For investors, especially those coming from well-established infrastructure sectors, now exploring opportunities in the low-carbon energy space, it’s natural to rely on traditional financial due diligence (FDD). Validation of historic revenue and costs, historic EBITDA margin analysis, review of the terms of material current contracts, balance sheet composition and net working capital trends – these are crucial inputs. But much of a company’s value is tied to future growth. Moreover, in immature markets, historical data can understate or misrepresent future risks and opportunities.

This is where commercial due diligence (CDD) comes in.
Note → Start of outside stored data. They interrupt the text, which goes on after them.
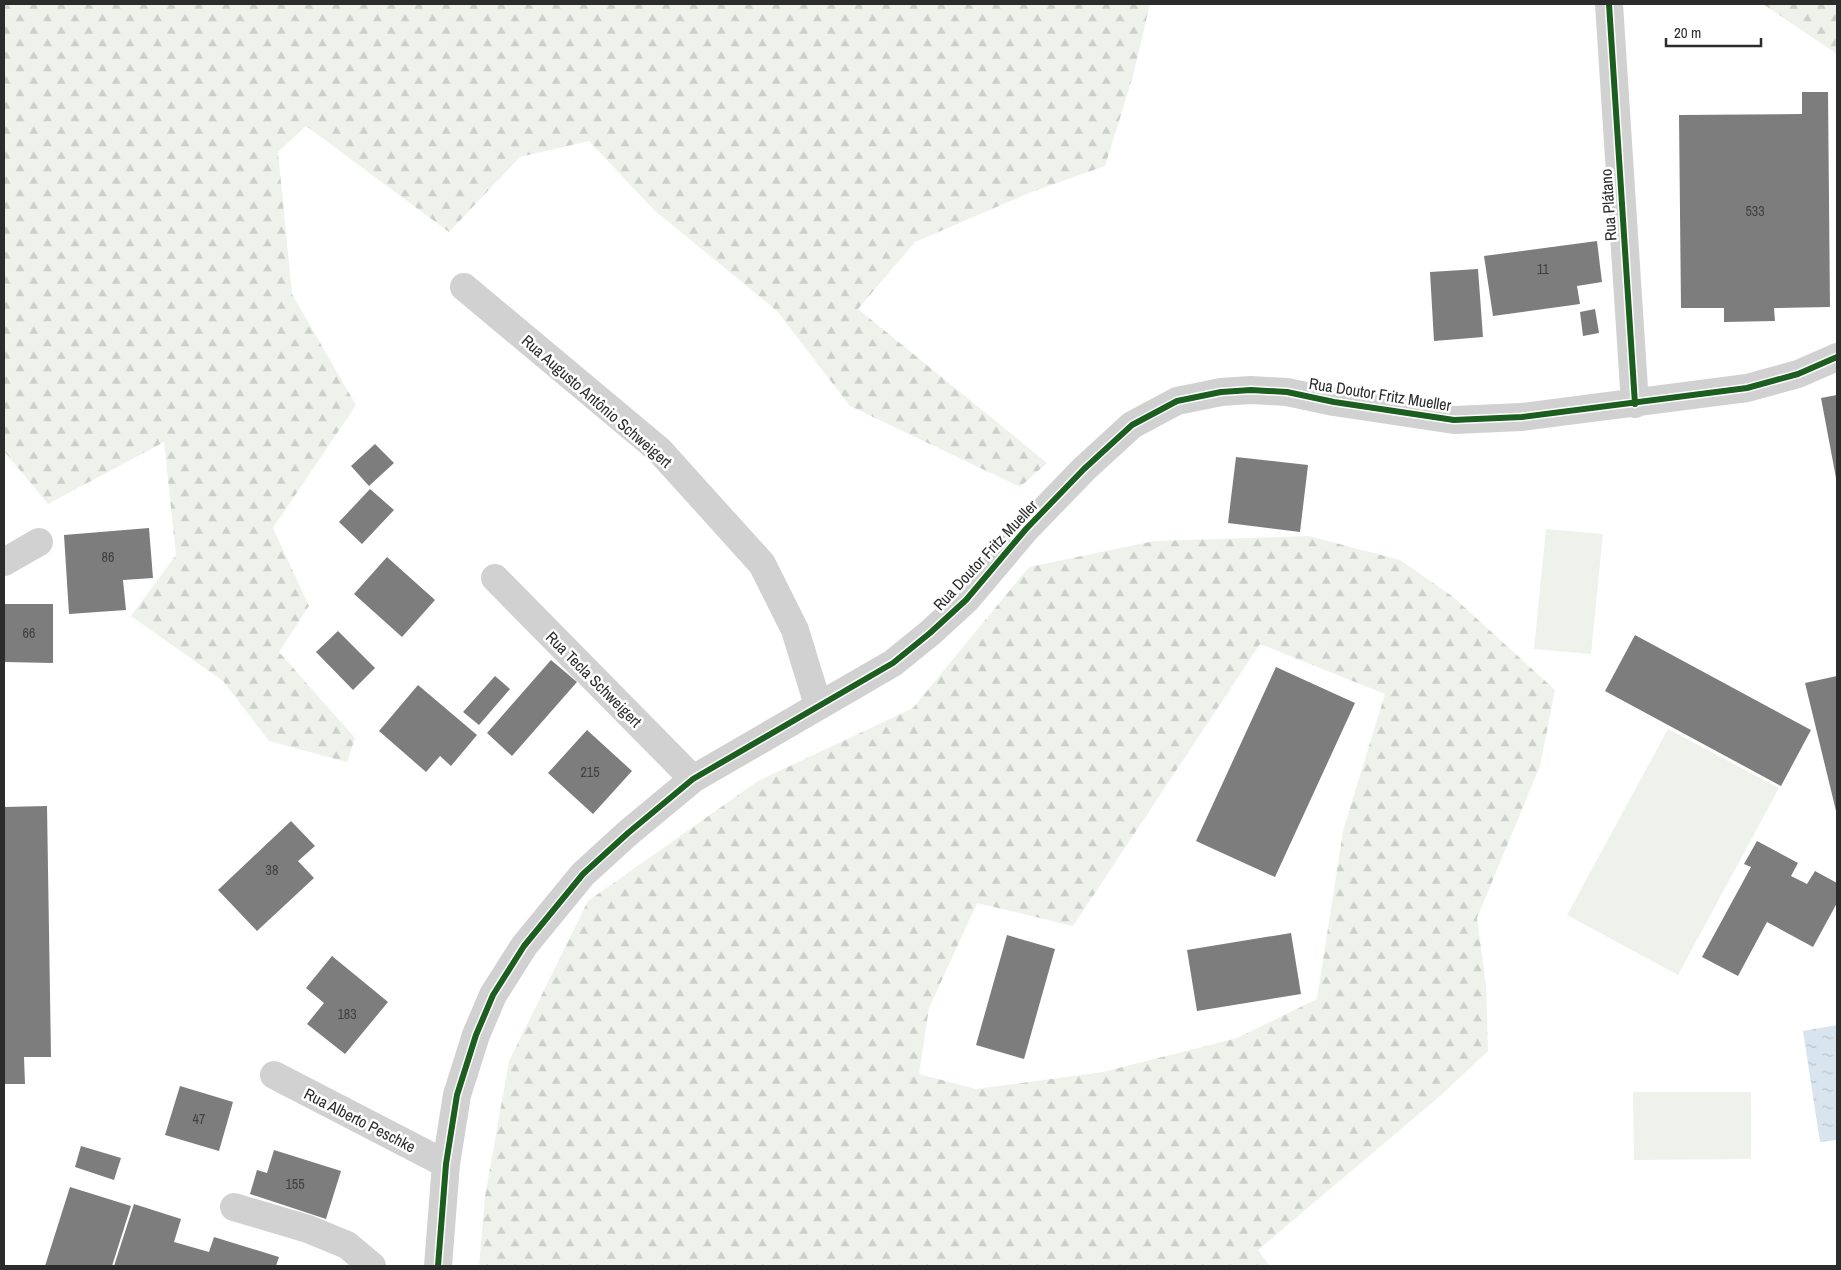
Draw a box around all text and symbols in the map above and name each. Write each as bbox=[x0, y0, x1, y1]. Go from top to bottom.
scale bar bbox=[1666, 15, 1761, 47]
text: 20 m bbox=[1674, 22, 1701, 43]
street label: Rua Plátano bbox=[1595, 168, 1621, 242]
house number: 533 bbox=[1745, 202, 1765, 220]
house number: 11 bbox=[1537, 260, 1550, 278]
street label: Rua Augusto Antônio Schweigert bbox=[517, 330, 677, 473]
street label: Rua Doutor Fritz Mueller bbox=[1307, 372, 1453, 416]
street label: Rua Doutor Fritz Mueller bbox=[928, 495, 1042, 615]
house number: 86 bbox=[102, 548, 114, 566]
house number: 66 bbox=[23, 624, 35, 642]
street label: Rua Tecla Schweigert bbox=[541, 626, 647, 732]
house number: 215 bbox=[580, 763, 600, 781]
house number: 38 bbox=[266, 861, 278, 879]
house number: 183 bbox=[337, 1005, 357, 1023]
street label: Rua Alberto Peschke bbox=[300, 1082, 420, 1158]
house number: 47 bbox=[193, 1110, 205, 1128]
house number: 155 bbox=[285, 1175, 305, 1193]

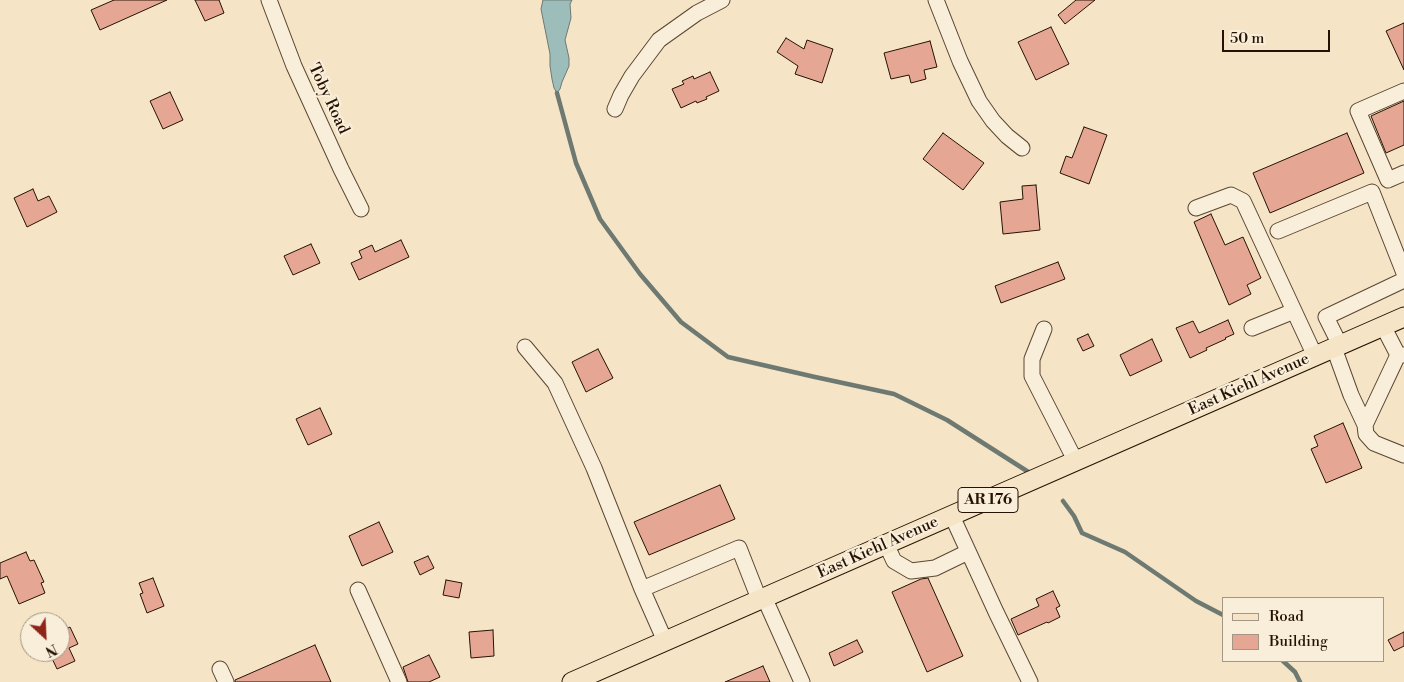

It focuses on whether future assumptions are credible and whether the business can deliver the growth implied in valuation models. It answers questions like:

  • Market size and growth trajectory: Are forecasts grounded in robust market intelligence?
  • Regulatory and policy environment: Are growth projections dependent on subsidies or regulations that might change
  • Competitive landscape: Tariff benchmarking vs alternatives, pricing sustainability vs cost base.

Unlike FDD, which relies heavily on internal financial records and contracts, commercial due diligence draws from external market realities. It is very common for the immature sectors to have limited public data available, and access to tools like market intelligence, proprietary market models, and feedback obtained directly from market participants (customers, suppliers, competitors, regulators) becomes invaluable.

Using commercial due diligence for decarbonisation projects 

The UK government aims to attract £80 billion of private investment in heat networks by 2050 to support the transition to net-zero emissions, with zoning rules on the horizon to drive local connections. An FDD review might confirm stable cash flows from existing heat supply agreements. But commercial due diligence will be addressing:

  • How realistic are growth opportunities around network expansion, offering cooling and flexibility services?
  • Are customers willing to pay premiums for greener heat?
  • What’s the risk exposure if zoning plans change or are delayed?

To answer these, CDD team will source information from DESNZ consultation rounds, interactions with local authorities, property developers, and ESCO’s to probe the reality behind development pipelines and zoning timelines. They will scrutinise emerging UK business models like “energy-as-a-service” that shift from selling energy (kWh) to selling outcomes (e.g. cost savings, decarbonisation, resilience), altering both risk and cashflow profiles.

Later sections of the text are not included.